To begin: "Dancing is such good exercise!" people say. Granted. Or at least it might be. But instead of night hours in a ball room, get on horseback for two hours in the open day, and then balance the profit and loss. You don't know how?—then learn. You have no horse? Go to riding school. An hour in the ring will stir your blood better than twenty Germans. But you "cannot afford" to take riding lessons.—Well to say nothing of ball dresses, just throw satin slippers and long gloves and carriage hire together, and see if you cannot afford it. Ay, and have a ticket now and then for some one poorer than yourself.
Then for people who live within reach of the opera, there is generally much other good music to be had, at far less expense and with none of the objections. And there again, the money and time spent at the opera, would train the voices at home into a lovely choir. Voices which now "have no time," and talents perhaps unknown.

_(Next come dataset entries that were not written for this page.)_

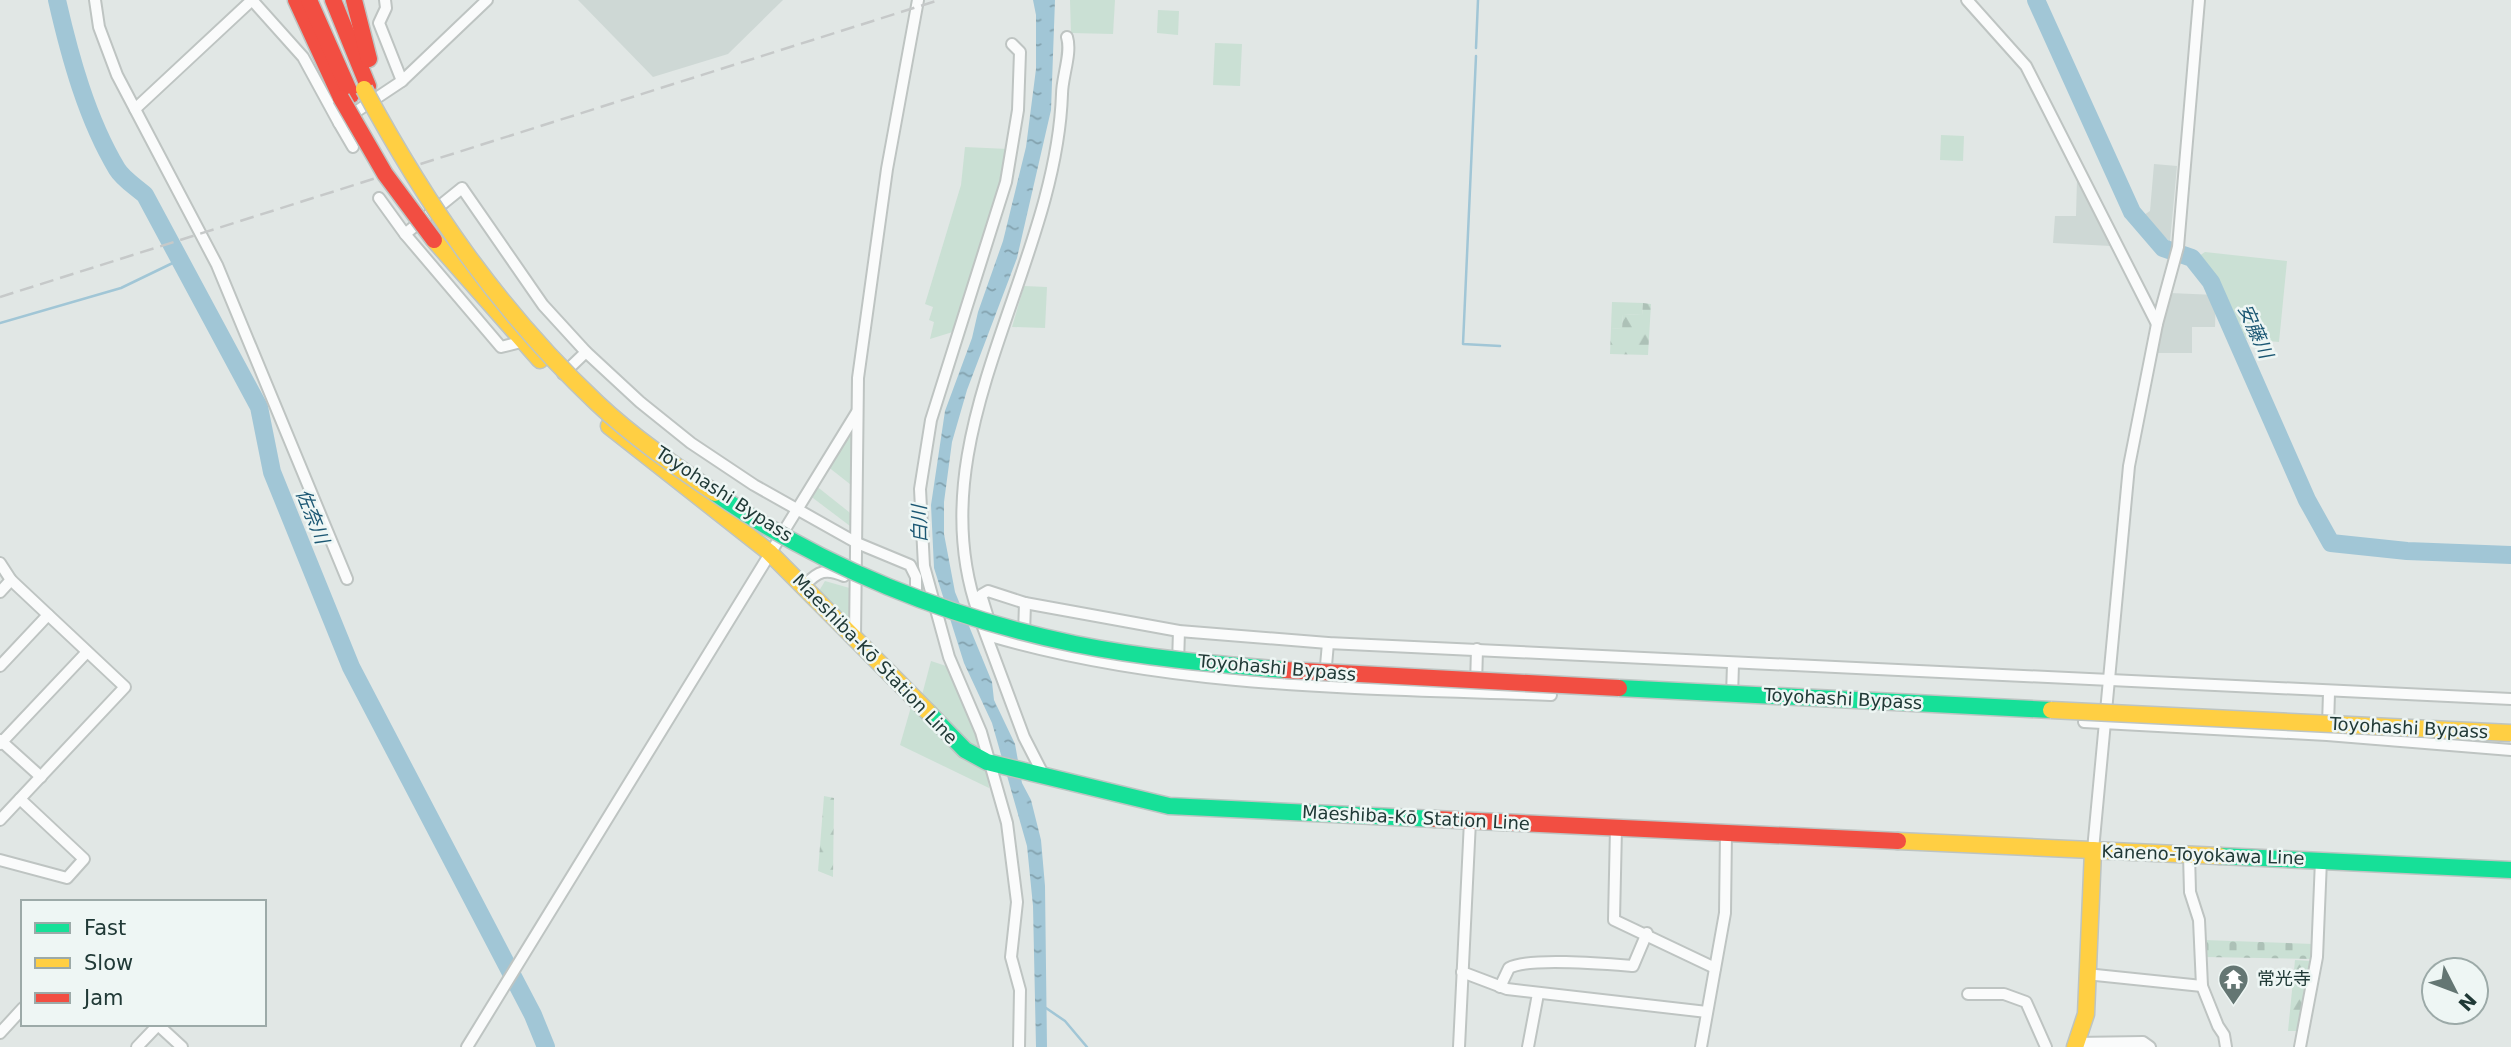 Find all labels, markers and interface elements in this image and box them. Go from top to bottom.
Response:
water label: 安藤川 [2234,300,2278,363]
street label: Toyohashi Bypass [651,441,797,546]
water label: 佐奈川 [292,485,335,548]
water label: 白川 [908,503,930,543]
street label: Maeshiba-Kō Station Line [789,569,962,748]
street label: Toyohashi Bypass [1196,650,1357,685]
street label: Toyohashi Bypass [1762,684,1923,713]
street label: Toyohashi Bypass [2328,713,2489,742]
street label: Maeshiba-Kō Station Line [1302,801,1530,834]
street label: Kaneno-Toyokawa Line [2101,840,2305,869]
legend [21,900,266,1026]
text: Fast [84,916,126,940]
text: Slow [84,951,133,975]
north arrow [2420,956,2490,1026]
temple icon: 常光寺 [2217,962,2251,1006]
place label: 常光寺 [2257,968,2311,989]
text: Jam [82,986,124,1010]
text: N [2454,989,2481,1016]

"Everybody cannot sing."—No. And neither can everybody paint; but it is a delicious pleasure to those who can. What joy to go sketching! what delight to work up the sketches at home. What pure, noiseless, exquisite play it is. And if some of the party care nothing for pencils, let them lie under a tree with a book, and be part of your picture.
"Ah, books!—Of course you disapprove of novels,"—some one exclaims.
Indeed no. A good novel is very improving as well as refreshing. And after much study over that word "good" (that is, for us, worth reading) I can give no better meaning than this. A good book, whether novel or other, is one which leaves you further on than it took you up. If when you drop it, it drops you, right down in the same old spot; with no finer outlook, no cleared vision, no stimulated desires, it is in no sense a good book for you. As well make fancy loaves of sawdust, and label them "Good Bread"; and claim that you rise from the banquet refreshed.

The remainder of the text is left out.